(Exercise prompt) Read the data below. Then repeat all of it exactly.

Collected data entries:
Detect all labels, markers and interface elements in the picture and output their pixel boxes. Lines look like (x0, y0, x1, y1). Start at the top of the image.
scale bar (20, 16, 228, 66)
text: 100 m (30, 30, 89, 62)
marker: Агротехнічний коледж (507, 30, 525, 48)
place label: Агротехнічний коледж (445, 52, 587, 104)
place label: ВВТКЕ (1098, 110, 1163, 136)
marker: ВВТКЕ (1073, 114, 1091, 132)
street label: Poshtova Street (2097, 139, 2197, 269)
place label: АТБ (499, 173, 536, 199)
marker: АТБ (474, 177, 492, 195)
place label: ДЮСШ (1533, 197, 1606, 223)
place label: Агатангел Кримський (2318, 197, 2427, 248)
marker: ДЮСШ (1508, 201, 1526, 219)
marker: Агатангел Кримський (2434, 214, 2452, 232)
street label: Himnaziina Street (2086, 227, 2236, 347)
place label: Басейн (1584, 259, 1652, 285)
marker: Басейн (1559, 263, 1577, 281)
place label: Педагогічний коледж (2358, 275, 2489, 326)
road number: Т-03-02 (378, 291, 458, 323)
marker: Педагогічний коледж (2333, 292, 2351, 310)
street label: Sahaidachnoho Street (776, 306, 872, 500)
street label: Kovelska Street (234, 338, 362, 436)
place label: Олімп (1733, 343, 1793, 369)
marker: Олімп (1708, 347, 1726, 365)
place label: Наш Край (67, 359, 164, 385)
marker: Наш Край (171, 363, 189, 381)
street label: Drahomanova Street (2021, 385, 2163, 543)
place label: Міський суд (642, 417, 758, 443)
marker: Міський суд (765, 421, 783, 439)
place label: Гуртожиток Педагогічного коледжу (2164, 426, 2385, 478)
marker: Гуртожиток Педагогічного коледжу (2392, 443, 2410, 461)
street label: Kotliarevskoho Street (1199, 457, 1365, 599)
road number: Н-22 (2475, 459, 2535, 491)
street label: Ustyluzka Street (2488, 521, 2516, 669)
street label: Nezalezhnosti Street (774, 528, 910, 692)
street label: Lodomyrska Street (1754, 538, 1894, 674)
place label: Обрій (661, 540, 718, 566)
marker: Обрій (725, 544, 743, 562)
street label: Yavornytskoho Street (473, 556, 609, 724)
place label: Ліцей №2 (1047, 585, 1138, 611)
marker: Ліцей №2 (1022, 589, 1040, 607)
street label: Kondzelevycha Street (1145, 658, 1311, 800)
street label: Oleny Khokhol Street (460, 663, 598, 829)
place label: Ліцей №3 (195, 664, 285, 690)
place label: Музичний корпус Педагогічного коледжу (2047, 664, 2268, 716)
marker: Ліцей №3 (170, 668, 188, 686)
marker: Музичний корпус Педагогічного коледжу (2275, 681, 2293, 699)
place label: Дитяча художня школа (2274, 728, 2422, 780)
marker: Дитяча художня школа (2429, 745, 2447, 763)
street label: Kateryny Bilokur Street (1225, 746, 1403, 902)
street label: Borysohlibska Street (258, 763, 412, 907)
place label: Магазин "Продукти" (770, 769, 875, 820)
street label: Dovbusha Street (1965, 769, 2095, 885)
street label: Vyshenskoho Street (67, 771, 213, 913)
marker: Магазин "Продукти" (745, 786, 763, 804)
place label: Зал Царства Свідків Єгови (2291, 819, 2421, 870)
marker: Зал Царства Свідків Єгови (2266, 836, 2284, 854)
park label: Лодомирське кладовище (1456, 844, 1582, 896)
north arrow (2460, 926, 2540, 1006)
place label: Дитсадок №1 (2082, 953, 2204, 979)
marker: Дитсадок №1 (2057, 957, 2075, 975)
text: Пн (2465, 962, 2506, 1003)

(Solution for this task)
Detect all labels, markers and interface elements in the picture and output their pixel boxes. Lines look like (x0, y0, x1, y1). Start at the top of the image.
scale bar (20, 16, 228, 66)
text: 100 m (30, 30, 89, 62)
marker: Агротехнічний коледж (507, 30, 525, 48)
place label: Агротехнічний коледж (445, 52, 587, 104)
place label: ВВТКЕ (1098, 110, 1163, 136)
marker: ВВТКЕ (1073, 114, 1091, 132)
street label: Poshtova Street (2097, 139, 2197, 269)
place label: АТБ (499, 173, 536, 199)
marker: АТБ (474, 177, 492, 195)
place label: ДЮСШ (1533, 197, 1606, 223)
place label: Агатангел Кримський (2318, 197, 2427, 248)
marker: ДЮСШ (1508, 201, 1526, 219)
marker: Агатангел Кримський (2434, 214, 2452, 232)
street label: Himnaziina Street (2086, 227, 2236, 347)
place label: Басейн (1584, 259, 1652, 285)
marker: Басейн (1559, 263, 1577, 281)
place label: Педагогічний коледж (2358, 275, 2489, 326)
road number: Т-03-02 (378, 291, 458, 323)
marker: Педагогічний коледж (2333, 292, 2351, 310)
street label: Sahaidachnoho Street (776, 306, 872, 500)
street label: Kovelska Street (234, 338, 362, 436)
place label: Олімп (1733, 343, 1793, 369)
marker: Олімп (1708, 347, 1726, 365)
place label: Наш Край (67, 359, 164, 385)
marker: Наш Край (171, 363, 189, 381)
street label: Drahomanova Street (2021, 385, 2163, 543)
place label: Міський суд (642, 417, 758, 443)
marker: Міський суд (765, 421, 783, 439)
place label: Гуртожиток Педагогічного коледжу (2164, 426, 2385, 478)
marker: Гуртожиток Педагогічного коледжу (2392, 443, 2410, 461)
street label: Kotliarevskoho Street (1199, 457, 1365, 599)
road number: Н-22 (2475, 459, 2535, 491)
street label: Ustyluzka Street (2488, 521, 2516, 669)
street label: Nezalezhnosti Street (774, 528, 910, 692)
street label: Lodomyrska Street (1754, 538, 1894, 674)
place label: Обрій (661, 540, 718, 566)
marker: Обрій (725, 544, 743, 562)
street label: Yavornytskoho Street (473, 556, 609, 724)
place label: Ліцей №2 (1047, 585, 1138, 611)
marker: Ліцей №2 (1022, 589, 1040, 607)
street label: Kondzelevycha Street (1145, 658, 1311, 800)
street label: Oleny Khokhol Street (460, 663, 598, 829)
place label: Ліцей №3 (195, 664, 285, 690)
place label: Музичний корпус Педагогічного коледжу (2047, 664, 2268, 716)
marker: Ліцей №3 (170, 668, 188, 686)
marker: Музичний корпус Педагогічного коледжу (2275, 681, 2293, 699)
place label: Дитяча художня школа (2274, 728, 2422, 780)
marker: Дитяча художня школа (2429, 745, 2447, 763)
street label: Kateryny Bilokur Street (1225, 746, 1403, 902)
street label: Borysohlibska Street (258, 763, 412, 907)
place label: Магазин "Продукти" (770, 769, 875, 820)
street label: Dovbusha Street (1965, 769, 2095, 885)
street label: Vyshenskoho Street (67, 771, 213, 913)
marker: Магазин "Продукти" (745, 786, 763, 804)
place label: Зал Царства Свідків Єгови (2291, 819, 2421, 870)
marker: Зал Царства Свідків Єгови (2266, 836, 2284, 854)
park label: Лодомирське кладовище (1456, 844, 1582, 896)
north arrow (2460, 926, 2540, 1006)
place label: Дитсадок №1 (2082, 953, 2204, 979)
marker: Дитсадок №1 (2057, 957, 2075, 975)
text: Пн (2465, 962, 2506, 1003)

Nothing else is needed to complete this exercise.